In the eminent domain context, a condemnation for a private use cannot be authorized under the Taking Clause whatever its incidental public benefit. Poletown, supra at 632. Such a condemnation is considered to be for a “private use” if a private user is the primary beneficiary. See id. While this case does not involve an eminent domain condemnation, it is logical in all contexts to construe the Taking Clause to prohibit state-authorized takings for the primary benefit of private users.

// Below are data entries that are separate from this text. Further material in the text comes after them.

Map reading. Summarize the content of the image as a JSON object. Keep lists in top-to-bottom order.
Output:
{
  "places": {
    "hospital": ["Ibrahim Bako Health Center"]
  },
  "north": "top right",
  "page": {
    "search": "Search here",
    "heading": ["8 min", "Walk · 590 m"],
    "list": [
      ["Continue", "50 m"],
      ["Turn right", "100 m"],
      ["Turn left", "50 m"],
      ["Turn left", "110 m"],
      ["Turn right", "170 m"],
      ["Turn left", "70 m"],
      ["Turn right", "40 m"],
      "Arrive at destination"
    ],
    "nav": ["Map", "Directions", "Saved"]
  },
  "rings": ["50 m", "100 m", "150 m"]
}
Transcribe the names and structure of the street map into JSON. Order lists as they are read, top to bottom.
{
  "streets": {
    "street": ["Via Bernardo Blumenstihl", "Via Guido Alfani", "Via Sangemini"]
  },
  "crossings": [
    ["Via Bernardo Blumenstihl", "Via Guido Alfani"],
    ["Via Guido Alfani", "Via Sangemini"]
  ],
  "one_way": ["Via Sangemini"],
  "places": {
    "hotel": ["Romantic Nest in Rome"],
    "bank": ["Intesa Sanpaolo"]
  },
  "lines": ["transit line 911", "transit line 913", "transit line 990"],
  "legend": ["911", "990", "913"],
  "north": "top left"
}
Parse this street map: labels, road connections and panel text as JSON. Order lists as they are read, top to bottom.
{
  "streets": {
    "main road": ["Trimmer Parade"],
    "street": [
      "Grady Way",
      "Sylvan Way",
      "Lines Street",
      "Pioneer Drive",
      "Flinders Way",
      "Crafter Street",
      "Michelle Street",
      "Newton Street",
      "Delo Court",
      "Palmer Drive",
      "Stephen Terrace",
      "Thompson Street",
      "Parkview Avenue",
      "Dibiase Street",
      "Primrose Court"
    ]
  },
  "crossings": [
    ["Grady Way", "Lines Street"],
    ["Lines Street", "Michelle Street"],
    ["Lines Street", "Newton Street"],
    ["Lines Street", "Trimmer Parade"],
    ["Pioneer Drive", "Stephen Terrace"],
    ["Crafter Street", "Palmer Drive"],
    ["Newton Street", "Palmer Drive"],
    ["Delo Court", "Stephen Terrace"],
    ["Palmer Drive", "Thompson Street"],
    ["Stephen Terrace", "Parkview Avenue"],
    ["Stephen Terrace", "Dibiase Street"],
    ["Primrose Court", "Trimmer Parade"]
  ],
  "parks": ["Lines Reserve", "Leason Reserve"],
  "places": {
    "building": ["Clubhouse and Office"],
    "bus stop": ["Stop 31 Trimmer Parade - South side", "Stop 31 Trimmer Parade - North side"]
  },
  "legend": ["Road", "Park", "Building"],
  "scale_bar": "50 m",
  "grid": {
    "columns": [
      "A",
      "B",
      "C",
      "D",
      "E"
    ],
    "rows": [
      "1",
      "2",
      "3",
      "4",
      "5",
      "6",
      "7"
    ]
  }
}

Accordingly, because it is *217beyond serious dispute that the primary beneficiary of a taking authorized by the private roads act is the private party who initiates the taking, I would hold that the private roads act is, on its face, repugnant to Const 1963, art 10, § 2.
I would affirm.
Mackenzie, J., concurred.The precise issue in Nollan was whether a state commission violated the Taking Clause of the Fifth Amendment, made applicable to the states by the Fourteenth Amendment, when it required private landowners to convey a public right of way easement across their beachfront property as a condition to receiving a land-use permit. As an initial matter, the Court explained that, had the state simply compelled the plaintiffs to make a right of way easement across their property in order to increase public access to the beach (without conditioning their land-use permit on their agreeing to do so), it would have had “no doubt” that there would have been a taking. Id. at 831.